BRIEF —
Show all lines from the data that include the word "Cafe".

RAW DATA —
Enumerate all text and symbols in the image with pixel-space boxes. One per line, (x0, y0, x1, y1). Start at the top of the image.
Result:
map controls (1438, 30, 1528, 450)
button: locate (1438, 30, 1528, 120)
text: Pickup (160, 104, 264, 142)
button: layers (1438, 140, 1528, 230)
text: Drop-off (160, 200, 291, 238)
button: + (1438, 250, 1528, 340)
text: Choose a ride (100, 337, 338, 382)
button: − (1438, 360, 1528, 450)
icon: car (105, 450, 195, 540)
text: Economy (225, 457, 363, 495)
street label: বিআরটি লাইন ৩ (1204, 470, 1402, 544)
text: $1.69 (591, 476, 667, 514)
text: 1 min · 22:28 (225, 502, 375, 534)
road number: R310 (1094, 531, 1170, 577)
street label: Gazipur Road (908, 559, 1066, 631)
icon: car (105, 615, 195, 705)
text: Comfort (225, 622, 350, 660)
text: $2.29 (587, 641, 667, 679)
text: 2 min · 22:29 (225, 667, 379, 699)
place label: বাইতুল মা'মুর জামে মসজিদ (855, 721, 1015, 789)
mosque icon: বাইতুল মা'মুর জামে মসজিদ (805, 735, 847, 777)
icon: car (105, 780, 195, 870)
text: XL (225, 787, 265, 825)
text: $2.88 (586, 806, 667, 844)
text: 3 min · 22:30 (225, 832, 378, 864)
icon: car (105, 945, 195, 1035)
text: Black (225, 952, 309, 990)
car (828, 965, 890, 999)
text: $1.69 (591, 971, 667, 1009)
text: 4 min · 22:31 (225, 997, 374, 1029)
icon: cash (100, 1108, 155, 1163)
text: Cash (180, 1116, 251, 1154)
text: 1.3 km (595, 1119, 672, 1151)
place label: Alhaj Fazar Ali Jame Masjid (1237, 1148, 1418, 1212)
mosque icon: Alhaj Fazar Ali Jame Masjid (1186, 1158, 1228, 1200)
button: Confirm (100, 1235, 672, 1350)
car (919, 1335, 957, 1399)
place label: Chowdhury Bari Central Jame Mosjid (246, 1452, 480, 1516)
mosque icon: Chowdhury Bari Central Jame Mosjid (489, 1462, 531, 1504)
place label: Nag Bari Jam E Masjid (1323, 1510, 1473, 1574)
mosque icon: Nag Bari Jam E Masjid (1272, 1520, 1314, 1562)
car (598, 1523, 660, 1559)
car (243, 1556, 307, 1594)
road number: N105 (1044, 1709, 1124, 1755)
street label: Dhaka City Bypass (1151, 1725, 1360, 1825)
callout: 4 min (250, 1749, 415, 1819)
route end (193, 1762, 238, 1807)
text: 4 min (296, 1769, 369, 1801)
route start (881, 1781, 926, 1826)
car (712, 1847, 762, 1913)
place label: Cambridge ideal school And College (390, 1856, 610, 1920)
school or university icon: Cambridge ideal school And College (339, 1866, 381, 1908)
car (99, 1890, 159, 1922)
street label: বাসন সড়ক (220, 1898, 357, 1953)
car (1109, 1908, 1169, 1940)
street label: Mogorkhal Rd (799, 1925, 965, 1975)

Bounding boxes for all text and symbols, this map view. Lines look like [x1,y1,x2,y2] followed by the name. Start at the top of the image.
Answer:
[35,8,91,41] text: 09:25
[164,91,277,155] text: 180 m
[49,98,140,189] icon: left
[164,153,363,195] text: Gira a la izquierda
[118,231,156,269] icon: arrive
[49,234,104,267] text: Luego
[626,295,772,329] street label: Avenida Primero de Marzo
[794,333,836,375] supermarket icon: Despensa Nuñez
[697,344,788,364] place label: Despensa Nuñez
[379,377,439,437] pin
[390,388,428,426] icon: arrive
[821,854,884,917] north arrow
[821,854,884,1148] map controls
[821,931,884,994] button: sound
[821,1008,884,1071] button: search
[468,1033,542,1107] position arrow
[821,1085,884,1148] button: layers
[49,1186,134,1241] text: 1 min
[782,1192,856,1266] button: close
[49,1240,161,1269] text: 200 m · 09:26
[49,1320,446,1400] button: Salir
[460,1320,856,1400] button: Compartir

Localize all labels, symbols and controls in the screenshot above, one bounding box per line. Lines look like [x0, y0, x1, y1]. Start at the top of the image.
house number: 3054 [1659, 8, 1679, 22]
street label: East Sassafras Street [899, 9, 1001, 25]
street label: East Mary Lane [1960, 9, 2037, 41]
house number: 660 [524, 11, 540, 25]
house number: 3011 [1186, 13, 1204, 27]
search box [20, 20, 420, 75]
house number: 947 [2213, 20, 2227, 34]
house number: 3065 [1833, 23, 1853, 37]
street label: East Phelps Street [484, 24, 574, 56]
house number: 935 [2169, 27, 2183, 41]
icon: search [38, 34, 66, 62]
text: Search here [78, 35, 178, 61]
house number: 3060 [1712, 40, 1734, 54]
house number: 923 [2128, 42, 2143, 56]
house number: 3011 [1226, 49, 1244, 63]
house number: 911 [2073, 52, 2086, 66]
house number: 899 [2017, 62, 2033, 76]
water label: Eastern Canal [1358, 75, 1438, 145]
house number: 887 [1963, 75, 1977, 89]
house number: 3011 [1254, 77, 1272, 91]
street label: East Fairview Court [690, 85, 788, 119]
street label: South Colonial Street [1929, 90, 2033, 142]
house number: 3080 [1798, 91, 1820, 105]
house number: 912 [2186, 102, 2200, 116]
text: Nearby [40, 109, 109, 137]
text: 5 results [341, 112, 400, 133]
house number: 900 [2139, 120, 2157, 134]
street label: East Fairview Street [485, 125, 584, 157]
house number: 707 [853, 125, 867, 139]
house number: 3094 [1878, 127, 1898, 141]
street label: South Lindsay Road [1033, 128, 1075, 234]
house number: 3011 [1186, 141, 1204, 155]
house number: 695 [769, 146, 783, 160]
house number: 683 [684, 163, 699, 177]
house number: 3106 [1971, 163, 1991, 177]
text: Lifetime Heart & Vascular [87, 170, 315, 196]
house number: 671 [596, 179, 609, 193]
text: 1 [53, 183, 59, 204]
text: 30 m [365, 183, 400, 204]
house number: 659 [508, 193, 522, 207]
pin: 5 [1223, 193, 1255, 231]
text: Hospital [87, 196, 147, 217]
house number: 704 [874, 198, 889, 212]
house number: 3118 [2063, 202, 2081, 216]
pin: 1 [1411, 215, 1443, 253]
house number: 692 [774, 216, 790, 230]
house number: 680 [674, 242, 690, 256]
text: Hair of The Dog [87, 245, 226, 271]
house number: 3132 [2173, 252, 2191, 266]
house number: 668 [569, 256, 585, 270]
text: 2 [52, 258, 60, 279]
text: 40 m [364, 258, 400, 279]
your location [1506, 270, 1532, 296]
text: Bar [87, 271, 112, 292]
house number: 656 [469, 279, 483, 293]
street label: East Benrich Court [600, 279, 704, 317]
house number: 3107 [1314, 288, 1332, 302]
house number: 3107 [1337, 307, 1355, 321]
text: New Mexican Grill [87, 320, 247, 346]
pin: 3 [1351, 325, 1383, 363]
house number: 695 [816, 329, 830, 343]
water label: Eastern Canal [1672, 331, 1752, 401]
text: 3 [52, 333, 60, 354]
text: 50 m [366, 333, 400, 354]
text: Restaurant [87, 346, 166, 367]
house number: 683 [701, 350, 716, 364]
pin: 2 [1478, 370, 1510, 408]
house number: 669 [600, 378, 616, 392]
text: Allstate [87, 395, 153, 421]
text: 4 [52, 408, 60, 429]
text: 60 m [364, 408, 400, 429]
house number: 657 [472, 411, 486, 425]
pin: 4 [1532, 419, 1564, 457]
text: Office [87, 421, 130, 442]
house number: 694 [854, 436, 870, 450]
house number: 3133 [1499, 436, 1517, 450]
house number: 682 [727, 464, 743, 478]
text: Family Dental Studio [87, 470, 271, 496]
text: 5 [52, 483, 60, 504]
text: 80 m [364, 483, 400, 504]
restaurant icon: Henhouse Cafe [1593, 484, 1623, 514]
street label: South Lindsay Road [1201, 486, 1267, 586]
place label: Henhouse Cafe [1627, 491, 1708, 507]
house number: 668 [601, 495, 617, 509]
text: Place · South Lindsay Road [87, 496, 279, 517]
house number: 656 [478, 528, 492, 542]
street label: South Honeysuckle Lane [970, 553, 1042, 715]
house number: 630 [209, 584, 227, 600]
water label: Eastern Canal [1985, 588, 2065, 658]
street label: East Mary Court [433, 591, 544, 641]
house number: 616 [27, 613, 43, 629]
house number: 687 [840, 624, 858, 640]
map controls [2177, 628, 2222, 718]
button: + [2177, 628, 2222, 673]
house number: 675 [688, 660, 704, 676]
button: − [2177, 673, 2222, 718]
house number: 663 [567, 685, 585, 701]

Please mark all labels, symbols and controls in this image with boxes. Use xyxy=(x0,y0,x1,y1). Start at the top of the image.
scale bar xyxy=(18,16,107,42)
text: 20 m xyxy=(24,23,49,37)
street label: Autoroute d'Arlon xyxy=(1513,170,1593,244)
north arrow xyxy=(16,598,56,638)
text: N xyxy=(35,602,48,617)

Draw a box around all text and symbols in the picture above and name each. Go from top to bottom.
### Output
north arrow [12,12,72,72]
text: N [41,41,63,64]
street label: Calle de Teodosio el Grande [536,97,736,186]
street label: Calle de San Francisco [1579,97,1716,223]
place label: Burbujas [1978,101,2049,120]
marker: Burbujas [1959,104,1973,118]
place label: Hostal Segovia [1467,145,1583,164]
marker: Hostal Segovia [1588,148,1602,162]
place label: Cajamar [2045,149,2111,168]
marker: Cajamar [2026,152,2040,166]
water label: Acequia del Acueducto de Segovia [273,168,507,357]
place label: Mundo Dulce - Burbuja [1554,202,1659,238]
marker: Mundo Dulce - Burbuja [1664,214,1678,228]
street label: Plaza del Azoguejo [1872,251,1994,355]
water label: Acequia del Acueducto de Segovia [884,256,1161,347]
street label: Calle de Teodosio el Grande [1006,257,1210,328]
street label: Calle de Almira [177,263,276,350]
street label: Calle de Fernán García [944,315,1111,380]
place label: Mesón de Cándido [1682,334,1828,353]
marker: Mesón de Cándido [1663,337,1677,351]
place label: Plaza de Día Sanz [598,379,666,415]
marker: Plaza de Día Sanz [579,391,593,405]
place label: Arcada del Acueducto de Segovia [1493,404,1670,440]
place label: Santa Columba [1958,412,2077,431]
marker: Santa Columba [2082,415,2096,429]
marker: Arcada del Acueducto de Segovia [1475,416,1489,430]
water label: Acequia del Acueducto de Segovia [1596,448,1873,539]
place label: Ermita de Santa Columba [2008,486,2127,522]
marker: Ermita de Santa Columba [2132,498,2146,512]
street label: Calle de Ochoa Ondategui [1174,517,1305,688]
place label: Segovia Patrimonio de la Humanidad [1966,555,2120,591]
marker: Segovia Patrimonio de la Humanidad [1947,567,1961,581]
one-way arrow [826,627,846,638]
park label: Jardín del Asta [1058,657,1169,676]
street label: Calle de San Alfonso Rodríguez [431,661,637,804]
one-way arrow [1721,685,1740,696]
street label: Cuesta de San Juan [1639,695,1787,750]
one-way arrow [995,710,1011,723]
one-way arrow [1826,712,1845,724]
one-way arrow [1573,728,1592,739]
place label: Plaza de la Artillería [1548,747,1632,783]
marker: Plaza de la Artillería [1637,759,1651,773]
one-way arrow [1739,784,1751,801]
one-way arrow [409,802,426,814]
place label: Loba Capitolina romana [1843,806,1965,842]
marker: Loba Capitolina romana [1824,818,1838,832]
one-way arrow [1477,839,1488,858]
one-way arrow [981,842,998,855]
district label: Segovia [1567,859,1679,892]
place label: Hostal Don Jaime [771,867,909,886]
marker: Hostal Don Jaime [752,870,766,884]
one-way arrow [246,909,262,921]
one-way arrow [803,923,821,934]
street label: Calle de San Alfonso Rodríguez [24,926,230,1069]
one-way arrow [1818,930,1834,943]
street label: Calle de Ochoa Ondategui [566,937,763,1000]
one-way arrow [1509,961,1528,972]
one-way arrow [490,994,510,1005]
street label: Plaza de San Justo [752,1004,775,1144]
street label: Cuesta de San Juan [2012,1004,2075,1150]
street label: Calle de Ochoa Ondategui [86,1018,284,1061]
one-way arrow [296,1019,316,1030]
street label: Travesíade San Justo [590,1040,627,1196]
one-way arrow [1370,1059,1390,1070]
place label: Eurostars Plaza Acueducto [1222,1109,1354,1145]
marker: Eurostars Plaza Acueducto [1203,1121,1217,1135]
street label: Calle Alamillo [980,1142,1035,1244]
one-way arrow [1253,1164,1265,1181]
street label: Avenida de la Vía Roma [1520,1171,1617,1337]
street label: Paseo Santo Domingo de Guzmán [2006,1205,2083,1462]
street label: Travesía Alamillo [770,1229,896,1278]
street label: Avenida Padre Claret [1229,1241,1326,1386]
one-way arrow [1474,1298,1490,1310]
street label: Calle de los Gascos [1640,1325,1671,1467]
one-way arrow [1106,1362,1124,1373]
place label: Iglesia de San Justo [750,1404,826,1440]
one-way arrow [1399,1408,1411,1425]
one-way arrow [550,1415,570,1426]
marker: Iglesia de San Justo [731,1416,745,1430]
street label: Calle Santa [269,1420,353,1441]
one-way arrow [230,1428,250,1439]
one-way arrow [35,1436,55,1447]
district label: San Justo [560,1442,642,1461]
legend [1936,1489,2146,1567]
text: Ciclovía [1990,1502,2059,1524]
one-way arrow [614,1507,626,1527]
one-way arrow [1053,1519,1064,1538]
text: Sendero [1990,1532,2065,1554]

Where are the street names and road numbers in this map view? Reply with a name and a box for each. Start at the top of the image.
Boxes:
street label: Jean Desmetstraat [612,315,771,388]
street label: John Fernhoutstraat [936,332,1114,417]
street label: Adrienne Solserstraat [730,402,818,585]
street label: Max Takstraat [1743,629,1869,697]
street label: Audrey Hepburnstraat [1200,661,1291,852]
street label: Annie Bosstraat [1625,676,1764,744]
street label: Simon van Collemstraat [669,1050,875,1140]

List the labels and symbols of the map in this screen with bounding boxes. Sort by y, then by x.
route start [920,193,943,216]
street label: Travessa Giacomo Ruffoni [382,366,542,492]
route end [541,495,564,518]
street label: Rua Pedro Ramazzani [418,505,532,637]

ANSWER BOX —
restaurant icon: Henhouse Cafe [1593, 484, 1623, 514]
place label: Henhouse Cafe [1627, 491, 1708, 507]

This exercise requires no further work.